**Your task:** In the entries that follow, count each line containing "position" and state the total, nothing more.
== Study material
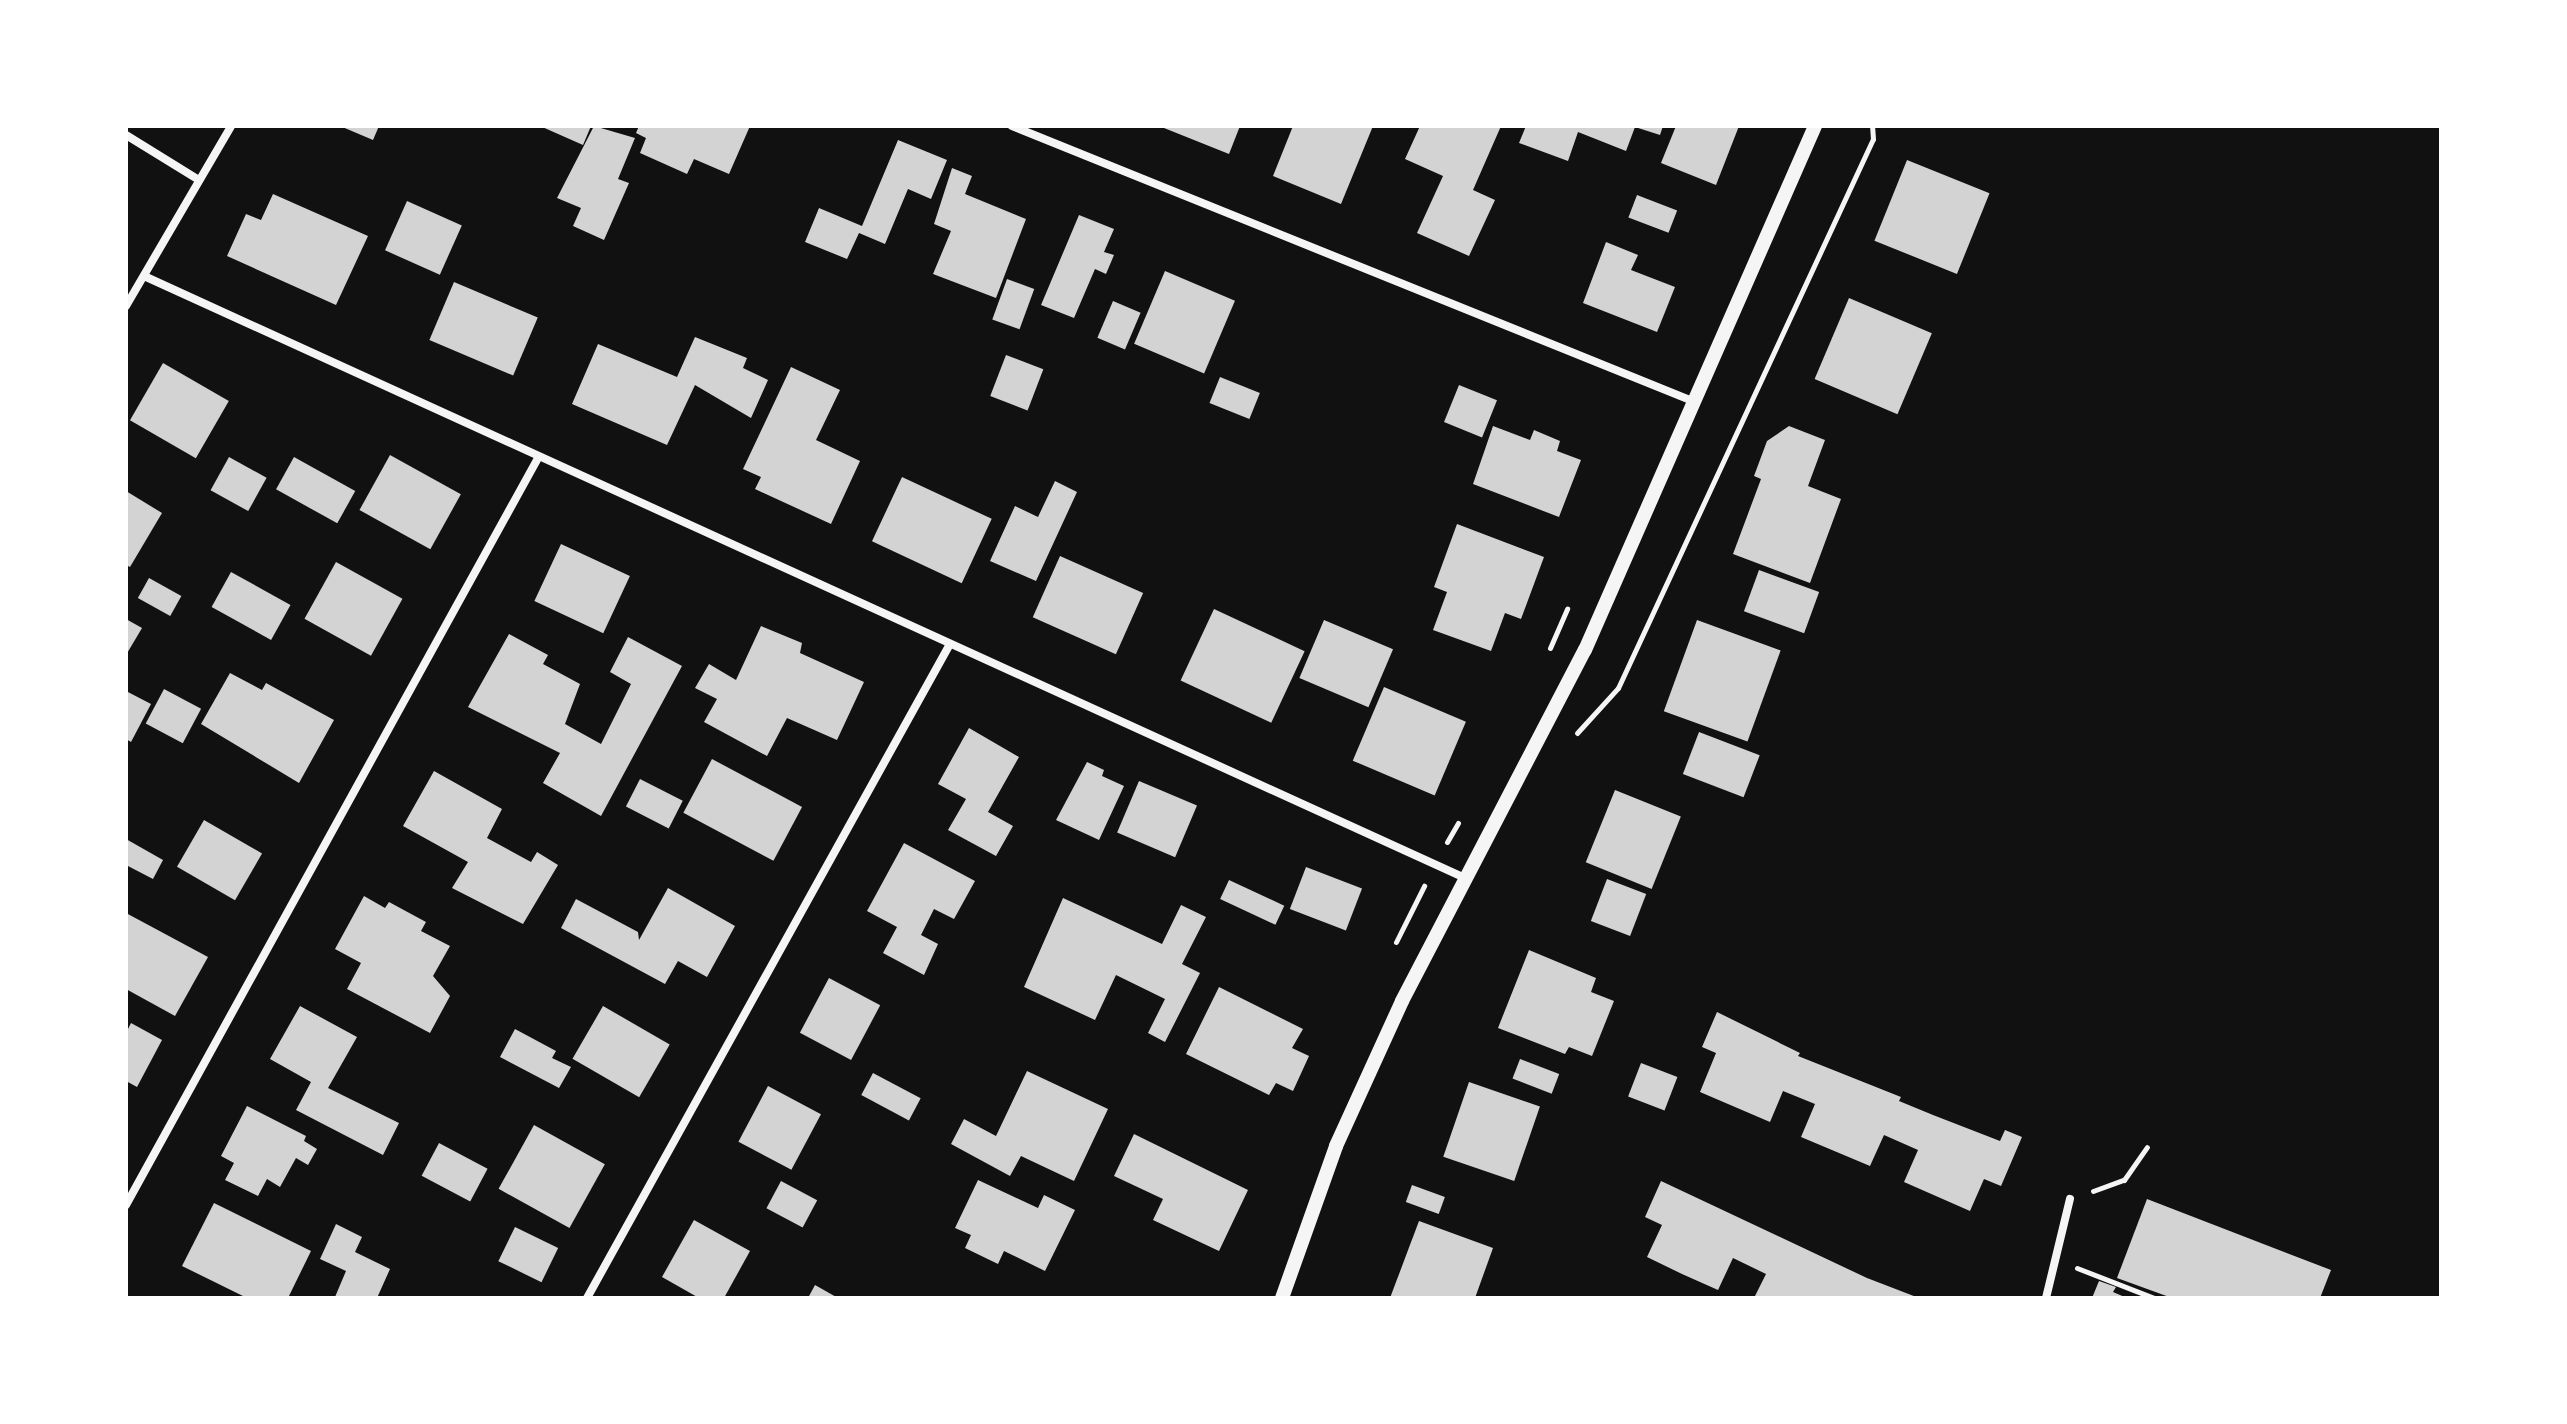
<!DOCTYPE html>
<style>
body{margin:0}
#map{position:relative;width:2567px;height:1424px;overflow:hidden;background:#111;font-family:Bitter,serif}
div>[style]{position:absolute}
.building>*{inset:0;background:#d3d3d3;transform-origin:0 0}
.path>*{height:5px;margin:-2.5px;padding:0 2.5px;transform-origin:2.5px;border-radius:2.5px;background:#f5f5f5}
.minor>*{height:8px;margin:-4px;padding:0 4px;transform-origin:4px;border-radius:4px;background:#f5f5f5}
.tertiary>*{height:14px;margin:-7px;padding:0 7px;transform-origin:7px;border-radius:7px;background:#f5f5f5}
span{translate:-50% -50%;white-space:nowrap;text-align:center;line-height:1.15;-webkit-text-stroke:6px #fff;paint-order:stroke}
.frame{position:absolute;inset:0;border:128px solid #fff;pointer-events:none}
</style>
<div id="map">
<div class="building">
<div style="clip-path:polygon(340px 126px,379px 126px,373px 140px)"></div>
<div style="clip-path:polygon(540px 126px,591px 126px,583px 145px)"></div>
<div style="clip-path:polygon(594px 126px,635px 138px,618px 179px,629px 183px,604px 240px,573px 226px,581px 208px,557px 198px)"></div>
<div style="clip-path:polygon(639px 126px,750px 126px,729px 174px,694px 159px,687px 174px,640px 153px,646px 138px,636px 133px)"></div>
<div style="clip-path:polygon(1159px 126px,1240px 126px,1229px 154px)"></div>
<div style="clip-path:polygon(1293px 126px,1373px 126px,1341px 204px,1273px 176px)"></div>
<div style="clip-path:polygon(1420px 126px,1501px 126px,1473px 190px,1495px 200px,1469px 256px,1417px 233px,1443px 176px,1405px 159px)"></div>
<div style="clip-path:polygon(1526px 126px,1663px 126px,1660px 135px,1635px 127px,1626px 151px,1578px 132px,1568px 161px,1519px 143px)"></div>
<div style="clip-path:polygon(1676px 126px,1739px 126px,1716px 185px,1661px 163px)"></div>
<div style="clip-path:polygon(898px 140px,947px 160px,931px 199px,908px 189px,885px 244px,859px 233px,847px 259px,805px 242px,819px 208px,862px 226px)"></div>
<div style="left:1907px;top:160px;width:89px;height:87px;rotate:22deg"></div>
<div style="clip-path:polygon(952px 168px,972px 176px,965px 194px,1026px 219px,996px 298px,933px 274px,951px 231px,934px 224px)"></div>
<div style="clip-path:polygon(273px 194px,368px 236px,336px 305px,227px 256px,246px 214px,261px 220px)"></div>
<div style="left:1637px;top:195px;width:43px;height:24px;rotate:21deg"></div>
<div style="left:407px;top:201px;width:60px;height:54px;rotate:24deg"></div>
<div style="clip-path:polygon(1079px 215px,1114px 229px,1104px 252px,1114px 255px,1106px 274px,1095px 269px,1074px 318px,1041px 305px)"></div>
<div style="clip-path:polygon(1606px 242px,1638px 255px,1631px 270px,1675px 287px,1657px 332px,1583px 303px)"></div>
<div style="left:1165px;top:271px;width:76px;height:79px;rotate:23deg"></div>
<div style="left:1007px;top:279px;width:29px;height:43px;rotate:20deg"></div>
<div style="left:454px;top:282px;width:91px;height:63px;rotate:23deg"></div>
<div style="left:1849px;top:298px;width:90px;height:88px;rotate:23deg"></div>
<div style="left:1113px;top:301px;width:30px;height:40px;rotate:23deg"></div>
<div style="clip-path:polygon(695px 337px,747px 358px,743px 368px,768px 380px,751px 418px,695px 385px,667px 445px,572px 404px,598px 344px,677px 377px)"></div>
<div style="left:1006px;top:355px;width:40px;height:44px;rotate:21deg"></div>
<div style="left:163px;top:363px;width:76px;height:66px;rotate:30deg"></div>
<div style="clip-path:polygon(791px 367px,840px 390px,816px 440px,860px 461px,831px 524px,755px 489px,761px 477px,743px 469px)"></div>
<div style="left:1220px;top:377px;width:43px;height:28px;rotate:22deg"></div>
<div style="left:1459px;top:385px;width:41px;height:40px;rotate:22deg"></div>
<div style="clip-path:polygon(1493px 426px,1530px 440px,1534px 430px,1560px 441px,1557px 451px,1581px 460px,1559px 517px,1473px 484px)"></div>
<div style="clip-path:polygon(1789px 426px,1825px 440px,1808px 486px,1841px 499px,1810px 583px,1733px 554px,1761px 479px,1754px 476px,1767px 441px)"></div>
<div style="left:390px;top:455px;width:81px;height:63px;rotate:29deg"></div>
<div style="left:229px;top:457px;width:43px;height:38px;rotate:29deg"></div>
<div style="left:294px;top:457px;width:70px;height:37px;rotate:29deg"></div>
<div style="left:902px;top:477px;width:99px;height:71px;rotate:25deg"></div>
<div style="clip-path:polygon(1055px 481px,1077px 492px,1036px 581px,990px 561px,1015px 506px,1038px 517px)"></div>
<div style="clip-path:polygon(126px 491px,162px 513px,130px 567px,126px 565px)"></div>
<div style="clip-path:polygon(1457px 524px,1544px 557px,1521px 619px,1505px 613px,1491px 651px,1433px 630px,1447px 592px,1434px 587px)"></div>
<div style="left:561px;top:544px;width:76px;height:63px;rotate:25deg"></div>
<div style="left:1060px;top:556px;width:91px;height:67px;rotate:24deg"></div>
<div style="left:336px;top:562px;width:76px;height:65px;rotate:29deg"></div>
<div style="left:1759px;top:570px;width:64px;height:44px;rotate:20deg"></div>
<div style="left:231px;top:572px;width:68px;height:40px;rotate:29deg"></div>
<div style="left:149px;top:578px;width:37px;height:23px;rotate:29deg"></div>
<div style="left:1214px;top:609px;width:100px;height:79px;rotate:25deg"></div>
<div style="clip-path:polygon(126px 619px,142px 628px,126px 655px)"></div>
<div style="left:1324px;top:620px;width:75px;height:63px;rotate:23deg"></div>
<div style="left:1697px;top:620px;width:89px;height:97px;rotate:20deg"></div>
<div style="clip-path:polygon(761px 626px,802px 643px,800px 653px,864px 682px,837px 740px,787px 718px,767px 756px,704px 722px,717px 699px,695px 688px,709px 664px,736px 680px)"></div>
<div style="clip-path:polygon(509px 634px,548px 655px,543px 664px,580px 684px,565px 724px,601px 744px,631px 684px,610px 672px,628px 637px,682px 666px,601px 816px,543px 783px,560px 753px,468px 707px)"></div>
<div style="clip-path:polygon(230px 673px,262px 690px,266px 683px,334px 720px,299px 783px,201px 724px)"></div>
<div style="left:1384px;top:687px;width:89px;height:80px;rotate:23deg"></div>
<div style="left:164px;top:689px;width:42px;height:39px;rotate:28deg"></div>
<div style="clip-path:polygon(126px 691px,151px 704px,131px 742px,126px 739px)"></div>
<div style="clip-path:polygon(969px 728px,1019px 757px,988px 812px,1013px 826px,996px 856px,948px 830px,966px 799px,938px 784px)"></div>
<div style="left:1699px;top:732px;width:65px;height:45px;rotate:21deg"></div>
<div style="left:712px;top:759px;width:102px;height:61px;rotate:28deg"></div>
<div style="clip-path:polygon(1087px 762px,1104px 770px,1102px 776px,1124px 786px,1099px 840px,1056px 820px)"></div>
<div style="clip-path:polygon(434px 771px,502px 809px,487px 838px,531px 862px,537px 852px,558px 865px,523px 924px,452px 888px,468px 862px,403px 826px)"></div>
<div style="left:640px;top:779px;width:48px;height:31px;rotate:27deg"></div>
<div style="left:1139px;top:781px;width:63px;height:56px;rotate:23deg"></div>
<div style="left:1615px;top:790px;width:71px;height:78px;rotate:22deg"></div>
<div style="left:204px;top:820px;width:67px;height:54px;rotate:30deg"></div>
<div style="clip-path:polygon(126px 839px,163px 860px,153px 879px,126px 865px)"></div>
<div style="clip-path:polygon(904px 843px,975px 881px,954px 919px,934px 909px,921px 935px,938px 944px,924px 975px,883px 953px,897px 927px,867px 911px)"></div>
<div style="left:1306px;top:867px;width:60px;height:45px;rotate:21deg"></div>
<div style="left:1607px;top:879px;width:42px;height:45px;rotate:21deg"></div>
<div style="left:1229px;top:880px;width:61px;height:21px;rotate:25deg"></div>
<div style="clip-path:polygon(668px 888px,735px 926px,707px 977px,678px 961px,665px 984px,561px 928px,576px 899px,638px 932px,639px 940px)"></div>
<div style="clip-path:polygon(364px 896px,385px 908px,389px 902px,426px 922px,421px 931px,450px 946px,433px 976px,450px 996px,430px 1033px,347px 989px,361px 963px,335px 949px)"></div>
<div style="clip-path:polygon(1063px 898px,1162px 944px,1181px 905px,1206px 917px,1182px 964px,1200px 973px,1165px 1042px,1148px 1033px,1165px 999px,1116px 975px,1095px 1020px,1024px 987px)"></div>
<div style="clip-path:polygon(126px 913px,208px 957px,175px 1016px,126px 989px)"></div>
<div style="clip-path:polygon(1529px 950px,1596px 978px,1591px 992px,1614px 1001px,1592px 1056px,1569px 1047px,1565px 1054px,1498px 1028px)"></div>
<div style="left:829px;top:978px;width:58px;height:62px;rotate:28deg"></div>
<div style="clip-path:polygon(1219px 987px,1303px 1029px,1292px 1048px,1309px 1056px,1293px 1091px,1276px 1083px,1269px 1095px,1186px 1054px)"></div>
<div style="clip-path:polygon(300px 1006px,357px 1037px,328px 1088px,399px 1123px,383px 1155px,296px 1110px,311px 1082px,270px 1059px)"></div>
<div style="left:603px;top:1006px;width:77px;height:61px;rotate:30deg"></div>
<div style="clip-path:polygon(1717px 1012px,1800px 1053px,1798px 1056px,1901px 1097px,1899px 1101px,1933px 1115px,2000px 1141px,2005px 1130px,2022px 1137px,2001px 1186px,1984px 1179px,1970px 1211px,1904px 1182px,1918px 1150px,1884px 1135px,1870px 1166px,1801px 1137px,1815px 1104px,1783px 1091px,1770px 1122px,1700px 1092px,1716px 1053px,1702px 1047px)"></div>
<div style="clip-path:polygon(131px 1023px,162px 1040px,137px 1087px,126px 1081px,126px 1033px)"></div>
<div style="clip-path:polygon(515px 1029px,556px 1051px,552px 1058px,571px 1067px,559px 1088px,500px 1057px)"></div>
<div style="left:1520px;top:1059px;width:42px;height:21px;rotate:21deg"></div>
<div style="left:1641px;top:1063px;width:39px;height:36px;rotate:21deg"></div>
<div style="clip-path:polygon(1027px 1071px,1108px 1109px,1074px 1181px,1021px 1156px,1010px 1176px,951px 1144px,964px 1119px,996px 1136px)"></div>
<div style="left:873px;top:1073px;width:54px;height:25px;rotate:28deg"></div>
<div style="left:1469px;top:1082px;width:75px;height:79px;rotate:19deg"></div>
<div style="left:768px;top:1086px;width:60px;height:63px;rotate:28deg"></div>
<div style="clip-path:polygon(247px 1106px,306px 1136px,304px 1141px,317px 1149px,308px 1165px,296px 1158px,280px 1187px,267px 1179px,258px 1196px,225px 1180px,234px 1163px,221px 1156px)"></div>
<div style="left:534px;top:1125px;width:81px;height:73px;rotate:29deg"></div>
<div style="clip-path:polygon(1134px 1134px,1248px 1190px,1219px 1251px,1153px 1220px,1163px 1199px,1114px 1176px)"></div>
<div style="left:439px;top:1143px;width:55px;height:37px;rotate:28deg"></div>
<div style="clip-path:polygon(978px 1180px,1038px 1208px,1044px 1195px,1075px 1210px,1045px 1271px,1004px 1251px,998px 1264px,965px 1248px,971px 1235px,955px 1228px)"></div>
<div style="left:781px;top:1181px;width:41px;height:31px;rotate:28deg"></div>
<div style="clip-path:polygon(1661px 1181px,1867px 1278px,1919px 1298px,1754px 1298px,1766px 1274px,1733px 1258px,1718px 1290px,1682px 1274px,1647px 1257px,1662px 1225px,1645px 1217px)"></div>
<div style="left:1412px;top:1185px;width:35px;height:18px;rotate:20deg"></div>
<div style="clip-path:polygon(2147px 1199px,2331px 1270px,2320px 1298px,2172px 1298px,2117px 1278px)"></div>
<div style="clip-path:polygon(214px 1203px,311px 1251px,288px 1298px,247px 1298px,182px 1266px)"></div>
<div style="clip-path:polygon(694px 1220px,750px 1251px,724px 1298px,699px 1298px,662px 1277px)"></div>
<div style="clip-path:polygon(1419px 1221px,1493px 1248px,1475px 1298px,1390px 1298px)"></div>
<div style="clip-path:polygon(336px 1224px,362px 1237px,355px 1252px,390px 1269px,377px 1298px,335px 1297px,346px 1271px,320px 1259px)"></div>
<div style="left:515px;top:1227px;width:48px;height:38px;rotate:26deg"></div>
<div style="clip-path:polygon(2099px 1281px,2116px 1287px,2113px 1292px,2127px 1298px,2092px 1298px)"></div>
<div style="clip-path:polygon(815px 1285px,838px 1298px,808px 1298px)"></div>
</div>
<div class="path">
<div style="left:1550px;top:648px;width:43px;rotate:-66.4deg"></div>
<div style="left:1577px;top:733px;width:61px;rotate:-47.7deg"></div>
<div style="left:1618px;top:688px;width:605px;rotate:-65.09deg"></div>
<div style="left:1873px;top:139px;width:13px;rotate:-94deg"></div>
<div style="left:1447px;top:842px;width:22px;rotate:-60deg"></div>
<div style="left:1396px;top:942px;width:63px;rotate:-63.4deg"></div>
<div style="left:2093px;top:1191px;width:33px;rotate:-20deg"></div>
<div style="left:2124px;top:1180px;width:40px;rotate:-55.1deg"></div>
<div style="left:2077px;top:1268px;width:83px;rotate:21.3deg"></div>
</div>
<div class="minor">
<div style="left:1012px;top:126px;width:737px;rotate:22deg"></div>
<div style="left:126px;top:135px;width:86px;rotate:31.7deg"></div>
<div style="left:144px;top:276px;width:1452px;rotate:24.5deg"></div>
<div style="left:126px;top:306px;width:208px;rotate:-59.7deg"></div>
<div style="left:126px;top:1205px;width:853px;rotate:-61.12deg"></div>
<div style="left:587px;top:1298px;width:748px;rotate:-60.97deg"></div>
<div style="left:2046px;top:1298px;width:102px;rotate:-76.4deg"></div>
</div>
<div class="tertiary">
<div style="left:1282px;top:1298px;width:161px;rotate:-70.4deg"></div>
<div style="left:1336px;top:1146px;width:159px;rotate:-65.5deg"></div>
<div style="left:1402px;top:1001px;width:396px;rotate:-62.5deg"></div>
<div style="left:1585px;top:650px;width:572px;rotate:-66.3deg"></div>
</div>
<div class="frame"></div>
</div>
====
**Solution to this task:** 3